Donating an easement on inventory property limits the deduction amount. In 2006, a firm bought 2,000 acres of undeveloped land, with the plan to develop it into a residential community. Bad economic conditions caused the plan to go awry. In 2012, the firm contributed an easement on the property to a nature conservancy. The donor claimed a deduction for the full easement value. IRS limited the amount to the donor’s adjusted basis in the easement, claiming the property was inventory. The Tax Court agreed with IRS, and an appeals court recently upheld that decision. Based on all the facts, the donor donated inventory (Glade Creek Partners, 11th Cir.).

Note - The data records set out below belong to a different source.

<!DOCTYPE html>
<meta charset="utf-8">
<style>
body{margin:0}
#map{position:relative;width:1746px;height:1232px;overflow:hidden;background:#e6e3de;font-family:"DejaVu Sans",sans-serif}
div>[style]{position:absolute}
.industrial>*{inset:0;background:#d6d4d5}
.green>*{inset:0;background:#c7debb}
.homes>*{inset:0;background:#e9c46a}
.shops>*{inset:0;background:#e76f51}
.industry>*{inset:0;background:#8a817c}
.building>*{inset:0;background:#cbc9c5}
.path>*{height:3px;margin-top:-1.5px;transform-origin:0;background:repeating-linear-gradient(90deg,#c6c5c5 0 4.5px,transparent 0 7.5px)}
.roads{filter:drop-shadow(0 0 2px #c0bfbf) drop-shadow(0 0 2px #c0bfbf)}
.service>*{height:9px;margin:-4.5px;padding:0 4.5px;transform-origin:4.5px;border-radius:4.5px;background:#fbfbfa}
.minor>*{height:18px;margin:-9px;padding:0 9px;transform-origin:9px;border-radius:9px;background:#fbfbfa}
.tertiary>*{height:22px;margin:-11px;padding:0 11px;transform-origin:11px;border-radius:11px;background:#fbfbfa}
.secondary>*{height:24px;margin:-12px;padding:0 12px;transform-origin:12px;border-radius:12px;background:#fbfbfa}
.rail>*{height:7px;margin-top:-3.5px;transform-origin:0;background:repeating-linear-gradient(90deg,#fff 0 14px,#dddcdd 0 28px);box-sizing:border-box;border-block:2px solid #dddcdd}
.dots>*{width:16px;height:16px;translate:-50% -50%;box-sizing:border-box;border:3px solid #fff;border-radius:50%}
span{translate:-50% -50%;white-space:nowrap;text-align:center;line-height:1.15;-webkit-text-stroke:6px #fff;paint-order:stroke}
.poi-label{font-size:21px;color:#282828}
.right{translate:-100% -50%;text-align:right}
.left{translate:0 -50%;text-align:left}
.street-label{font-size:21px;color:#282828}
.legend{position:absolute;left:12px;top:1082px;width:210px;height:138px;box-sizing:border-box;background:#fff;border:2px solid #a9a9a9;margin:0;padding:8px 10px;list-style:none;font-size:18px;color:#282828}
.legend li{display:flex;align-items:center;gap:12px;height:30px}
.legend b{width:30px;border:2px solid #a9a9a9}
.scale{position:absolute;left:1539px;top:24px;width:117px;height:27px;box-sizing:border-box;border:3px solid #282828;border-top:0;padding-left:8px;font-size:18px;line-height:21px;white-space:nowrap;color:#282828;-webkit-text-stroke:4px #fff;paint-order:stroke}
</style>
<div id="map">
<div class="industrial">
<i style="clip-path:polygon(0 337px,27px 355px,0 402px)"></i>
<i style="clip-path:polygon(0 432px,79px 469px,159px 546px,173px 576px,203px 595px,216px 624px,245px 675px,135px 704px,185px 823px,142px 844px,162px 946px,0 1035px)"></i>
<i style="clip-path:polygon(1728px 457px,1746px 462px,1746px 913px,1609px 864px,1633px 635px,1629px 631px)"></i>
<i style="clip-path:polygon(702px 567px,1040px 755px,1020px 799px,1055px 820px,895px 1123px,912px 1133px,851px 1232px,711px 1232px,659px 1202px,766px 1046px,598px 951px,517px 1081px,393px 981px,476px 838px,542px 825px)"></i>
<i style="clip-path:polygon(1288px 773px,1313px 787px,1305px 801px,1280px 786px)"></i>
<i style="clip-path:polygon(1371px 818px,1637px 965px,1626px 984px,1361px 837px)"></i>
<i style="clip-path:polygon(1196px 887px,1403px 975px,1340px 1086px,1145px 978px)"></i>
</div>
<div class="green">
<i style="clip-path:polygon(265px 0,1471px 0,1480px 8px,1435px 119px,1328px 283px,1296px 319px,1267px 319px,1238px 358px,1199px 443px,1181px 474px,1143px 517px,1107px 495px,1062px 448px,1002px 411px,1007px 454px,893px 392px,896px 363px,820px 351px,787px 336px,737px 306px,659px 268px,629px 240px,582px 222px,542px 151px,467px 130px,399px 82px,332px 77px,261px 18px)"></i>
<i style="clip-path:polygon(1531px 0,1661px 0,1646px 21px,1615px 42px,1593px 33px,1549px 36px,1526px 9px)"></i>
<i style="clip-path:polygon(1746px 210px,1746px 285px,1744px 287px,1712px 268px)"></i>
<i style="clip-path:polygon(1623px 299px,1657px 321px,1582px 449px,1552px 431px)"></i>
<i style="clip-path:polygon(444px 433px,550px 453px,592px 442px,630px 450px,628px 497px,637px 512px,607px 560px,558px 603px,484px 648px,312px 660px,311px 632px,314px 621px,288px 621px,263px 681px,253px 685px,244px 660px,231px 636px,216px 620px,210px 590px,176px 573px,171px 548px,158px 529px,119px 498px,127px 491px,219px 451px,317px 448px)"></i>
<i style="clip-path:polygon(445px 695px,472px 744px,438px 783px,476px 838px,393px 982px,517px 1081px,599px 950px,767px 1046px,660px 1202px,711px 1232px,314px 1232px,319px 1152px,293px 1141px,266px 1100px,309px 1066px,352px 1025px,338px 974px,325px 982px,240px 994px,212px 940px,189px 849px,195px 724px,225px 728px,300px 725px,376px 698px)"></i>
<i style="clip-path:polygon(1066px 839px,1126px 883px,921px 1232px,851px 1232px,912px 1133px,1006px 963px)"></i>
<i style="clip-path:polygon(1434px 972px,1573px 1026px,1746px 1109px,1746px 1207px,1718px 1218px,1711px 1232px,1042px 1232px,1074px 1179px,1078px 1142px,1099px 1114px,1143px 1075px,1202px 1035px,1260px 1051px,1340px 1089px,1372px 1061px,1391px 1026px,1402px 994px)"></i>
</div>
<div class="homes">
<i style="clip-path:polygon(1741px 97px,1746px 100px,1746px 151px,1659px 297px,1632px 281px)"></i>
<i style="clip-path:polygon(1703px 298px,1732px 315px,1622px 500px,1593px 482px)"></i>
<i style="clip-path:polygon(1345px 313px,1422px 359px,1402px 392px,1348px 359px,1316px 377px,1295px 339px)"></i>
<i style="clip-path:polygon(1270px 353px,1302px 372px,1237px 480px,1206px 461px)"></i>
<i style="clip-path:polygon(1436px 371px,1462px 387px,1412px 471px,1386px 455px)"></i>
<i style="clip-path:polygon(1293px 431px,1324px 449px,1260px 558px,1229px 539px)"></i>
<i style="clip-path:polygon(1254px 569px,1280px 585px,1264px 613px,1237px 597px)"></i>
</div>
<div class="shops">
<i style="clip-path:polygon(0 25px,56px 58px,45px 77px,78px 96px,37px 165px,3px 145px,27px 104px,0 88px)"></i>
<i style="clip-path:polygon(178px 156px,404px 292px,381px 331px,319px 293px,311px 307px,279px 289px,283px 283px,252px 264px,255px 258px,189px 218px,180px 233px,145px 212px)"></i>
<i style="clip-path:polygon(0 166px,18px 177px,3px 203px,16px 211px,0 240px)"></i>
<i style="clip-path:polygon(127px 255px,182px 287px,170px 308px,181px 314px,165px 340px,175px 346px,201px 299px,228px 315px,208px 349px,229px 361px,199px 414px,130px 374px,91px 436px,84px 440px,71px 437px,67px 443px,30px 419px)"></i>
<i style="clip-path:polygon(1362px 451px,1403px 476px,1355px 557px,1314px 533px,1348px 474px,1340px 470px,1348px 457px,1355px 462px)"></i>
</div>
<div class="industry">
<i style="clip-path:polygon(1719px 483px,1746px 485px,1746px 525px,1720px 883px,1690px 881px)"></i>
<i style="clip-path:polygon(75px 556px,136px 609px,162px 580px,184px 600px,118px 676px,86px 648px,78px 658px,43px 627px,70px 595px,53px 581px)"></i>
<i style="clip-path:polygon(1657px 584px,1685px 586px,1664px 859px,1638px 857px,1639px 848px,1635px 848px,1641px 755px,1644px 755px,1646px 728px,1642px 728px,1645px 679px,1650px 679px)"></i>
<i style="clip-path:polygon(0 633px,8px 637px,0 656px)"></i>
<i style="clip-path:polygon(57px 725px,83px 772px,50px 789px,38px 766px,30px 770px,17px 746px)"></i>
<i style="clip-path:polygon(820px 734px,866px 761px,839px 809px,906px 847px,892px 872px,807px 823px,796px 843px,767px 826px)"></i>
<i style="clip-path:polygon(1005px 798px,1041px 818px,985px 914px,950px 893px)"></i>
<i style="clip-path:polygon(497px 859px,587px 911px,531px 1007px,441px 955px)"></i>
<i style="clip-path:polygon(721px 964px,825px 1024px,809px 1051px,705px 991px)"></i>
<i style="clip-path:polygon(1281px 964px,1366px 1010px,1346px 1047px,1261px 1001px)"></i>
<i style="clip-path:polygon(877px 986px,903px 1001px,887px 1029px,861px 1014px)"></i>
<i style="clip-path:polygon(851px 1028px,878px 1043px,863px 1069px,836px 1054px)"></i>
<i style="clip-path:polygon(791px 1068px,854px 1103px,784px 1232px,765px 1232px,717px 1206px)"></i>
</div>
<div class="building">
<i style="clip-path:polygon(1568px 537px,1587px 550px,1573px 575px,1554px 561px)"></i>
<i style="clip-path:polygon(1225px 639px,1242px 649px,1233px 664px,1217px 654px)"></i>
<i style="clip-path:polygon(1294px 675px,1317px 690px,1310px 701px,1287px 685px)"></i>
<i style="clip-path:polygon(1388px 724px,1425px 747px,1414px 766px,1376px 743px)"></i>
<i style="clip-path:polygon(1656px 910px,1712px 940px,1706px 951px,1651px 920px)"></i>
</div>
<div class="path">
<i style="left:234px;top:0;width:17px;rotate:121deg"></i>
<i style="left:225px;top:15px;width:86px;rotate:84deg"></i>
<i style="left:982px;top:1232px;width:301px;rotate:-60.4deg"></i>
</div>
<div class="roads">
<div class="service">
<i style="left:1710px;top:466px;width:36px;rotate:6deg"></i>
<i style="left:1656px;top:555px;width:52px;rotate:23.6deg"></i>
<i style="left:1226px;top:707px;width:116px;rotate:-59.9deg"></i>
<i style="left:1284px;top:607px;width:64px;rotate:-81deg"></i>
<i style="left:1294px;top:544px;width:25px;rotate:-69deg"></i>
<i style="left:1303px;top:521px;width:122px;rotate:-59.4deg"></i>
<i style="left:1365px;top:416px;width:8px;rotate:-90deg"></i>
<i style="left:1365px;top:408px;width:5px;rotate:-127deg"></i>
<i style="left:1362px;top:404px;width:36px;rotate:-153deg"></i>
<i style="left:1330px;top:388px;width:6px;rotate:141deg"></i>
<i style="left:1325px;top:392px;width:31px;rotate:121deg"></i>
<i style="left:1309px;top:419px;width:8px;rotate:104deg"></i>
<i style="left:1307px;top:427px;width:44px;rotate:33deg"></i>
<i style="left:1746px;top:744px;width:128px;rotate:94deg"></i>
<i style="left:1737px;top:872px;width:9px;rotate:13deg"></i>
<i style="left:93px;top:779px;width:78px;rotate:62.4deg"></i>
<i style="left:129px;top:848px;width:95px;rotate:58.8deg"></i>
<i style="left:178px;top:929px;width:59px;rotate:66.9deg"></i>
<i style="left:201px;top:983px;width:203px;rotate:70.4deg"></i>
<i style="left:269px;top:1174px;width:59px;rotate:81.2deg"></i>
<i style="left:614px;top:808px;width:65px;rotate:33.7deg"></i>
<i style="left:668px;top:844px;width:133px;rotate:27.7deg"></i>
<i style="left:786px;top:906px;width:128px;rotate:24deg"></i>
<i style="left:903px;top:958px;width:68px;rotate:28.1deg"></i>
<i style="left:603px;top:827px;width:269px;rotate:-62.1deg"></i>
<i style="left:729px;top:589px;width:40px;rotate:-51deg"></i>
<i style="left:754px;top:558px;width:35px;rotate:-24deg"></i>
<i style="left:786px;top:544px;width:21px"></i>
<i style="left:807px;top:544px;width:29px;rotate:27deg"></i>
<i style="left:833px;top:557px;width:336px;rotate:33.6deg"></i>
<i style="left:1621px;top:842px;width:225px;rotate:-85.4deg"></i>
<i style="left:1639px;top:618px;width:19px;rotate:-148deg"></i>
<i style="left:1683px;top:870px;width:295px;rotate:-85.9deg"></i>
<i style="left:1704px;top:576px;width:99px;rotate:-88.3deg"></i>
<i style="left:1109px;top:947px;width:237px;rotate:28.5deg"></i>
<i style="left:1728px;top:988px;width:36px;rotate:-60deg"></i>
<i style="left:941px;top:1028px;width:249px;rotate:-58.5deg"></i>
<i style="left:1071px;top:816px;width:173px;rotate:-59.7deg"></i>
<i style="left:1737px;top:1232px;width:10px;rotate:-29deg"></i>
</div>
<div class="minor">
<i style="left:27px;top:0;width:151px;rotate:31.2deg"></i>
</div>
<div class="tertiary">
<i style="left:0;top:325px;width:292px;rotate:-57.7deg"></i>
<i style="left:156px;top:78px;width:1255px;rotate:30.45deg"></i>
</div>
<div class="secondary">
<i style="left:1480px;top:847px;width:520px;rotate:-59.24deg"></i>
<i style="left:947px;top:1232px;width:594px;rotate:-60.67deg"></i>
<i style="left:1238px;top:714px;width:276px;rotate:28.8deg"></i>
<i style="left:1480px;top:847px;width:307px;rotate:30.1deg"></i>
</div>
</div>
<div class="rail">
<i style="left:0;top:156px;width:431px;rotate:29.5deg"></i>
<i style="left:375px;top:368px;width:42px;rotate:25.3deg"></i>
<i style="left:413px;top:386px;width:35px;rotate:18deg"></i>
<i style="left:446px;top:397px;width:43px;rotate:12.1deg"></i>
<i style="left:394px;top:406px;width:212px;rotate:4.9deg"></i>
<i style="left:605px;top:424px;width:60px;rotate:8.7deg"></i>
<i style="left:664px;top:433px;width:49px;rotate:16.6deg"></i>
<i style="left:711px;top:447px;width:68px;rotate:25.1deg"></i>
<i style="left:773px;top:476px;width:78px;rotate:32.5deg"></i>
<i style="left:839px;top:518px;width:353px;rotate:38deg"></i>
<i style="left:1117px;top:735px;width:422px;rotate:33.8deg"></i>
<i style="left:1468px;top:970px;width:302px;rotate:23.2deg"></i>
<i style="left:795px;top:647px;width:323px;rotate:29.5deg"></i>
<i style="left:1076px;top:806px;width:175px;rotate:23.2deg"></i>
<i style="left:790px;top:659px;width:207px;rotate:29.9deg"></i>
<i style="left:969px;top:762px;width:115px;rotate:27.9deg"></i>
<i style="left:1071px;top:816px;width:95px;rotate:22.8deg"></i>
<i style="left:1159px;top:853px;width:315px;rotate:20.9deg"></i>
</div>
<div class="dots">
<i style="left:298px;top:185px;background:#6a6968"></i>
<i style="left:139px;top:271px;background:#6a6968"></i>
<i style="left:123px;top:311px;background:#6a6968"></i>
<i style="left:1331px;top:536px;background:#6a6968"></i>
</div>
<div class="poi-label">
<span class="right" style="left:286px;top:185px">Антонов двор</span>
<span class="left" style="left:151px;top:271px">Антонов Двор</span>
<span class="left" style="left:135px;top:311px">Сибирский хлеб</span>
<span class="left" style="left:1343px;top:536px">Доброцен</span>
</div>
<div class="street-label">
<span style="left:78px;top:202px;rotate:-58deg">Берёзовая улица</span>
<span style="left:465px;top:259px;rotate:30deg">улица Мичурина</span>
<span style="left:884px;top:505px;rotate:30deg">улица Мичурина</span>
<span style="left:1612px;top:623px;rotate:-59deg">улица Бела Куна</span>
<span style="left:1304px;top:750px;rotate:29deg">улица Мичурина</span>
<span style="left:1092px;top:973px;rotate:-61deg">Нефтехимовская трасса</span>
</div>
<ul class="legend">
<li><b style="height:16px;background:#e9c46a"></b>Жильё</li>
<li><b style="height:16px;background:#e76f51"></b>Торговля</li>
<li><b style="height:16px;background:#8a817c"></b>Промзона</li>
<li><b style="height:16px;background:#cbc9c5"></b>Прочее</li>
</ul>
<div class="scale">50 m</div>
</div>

Here’s a tip if you missed the deadline for taking an RMD from a plan or IRA. Ask IRS for a penalty waiver. Failure to take a required minimum distribution can lead to an excise tax of as much as 25% of the shortfall. The penalty falls to 10% if the failure is corrected within two years. However, you needn’t pay the fine at all if you can demonstrate that you had reasonable cause for failing to take the shortfall and you are taking steps to remedy the issue. If you think you are on solid ground, follow the instructions on Form 5329 and attach a letter of explanation to your 1040. If you’re asking IRS to waive the fine, don’t pay the penalty up front with your return. The fine will be due only if and when IRS denies relief and notifies you of its decision.
The One Big Beautiful Bill offers an interest write-off for folks with auto loans. Let’s take a close look at this proposition to see which taxpayers would benefit. The proposal would allow individuals who buy an auto for personal use in 2025-28 to deduct in each year up to $10,000 in interest that they pay on their vehicle loans. This is an above-the-line deduction, meaning it would be available for taxpayers who take the standard deduction and for those who itemize on Schedule A of the 1040. The deduction begins to phase out at modified adjusted gross incomes of $200,000 for joint filers…$100,000 for others…and ends at MAGIs of $250,000 for joint filers… $150,000 for others. Additionally, the auto’s final assembly must occur in the U.S.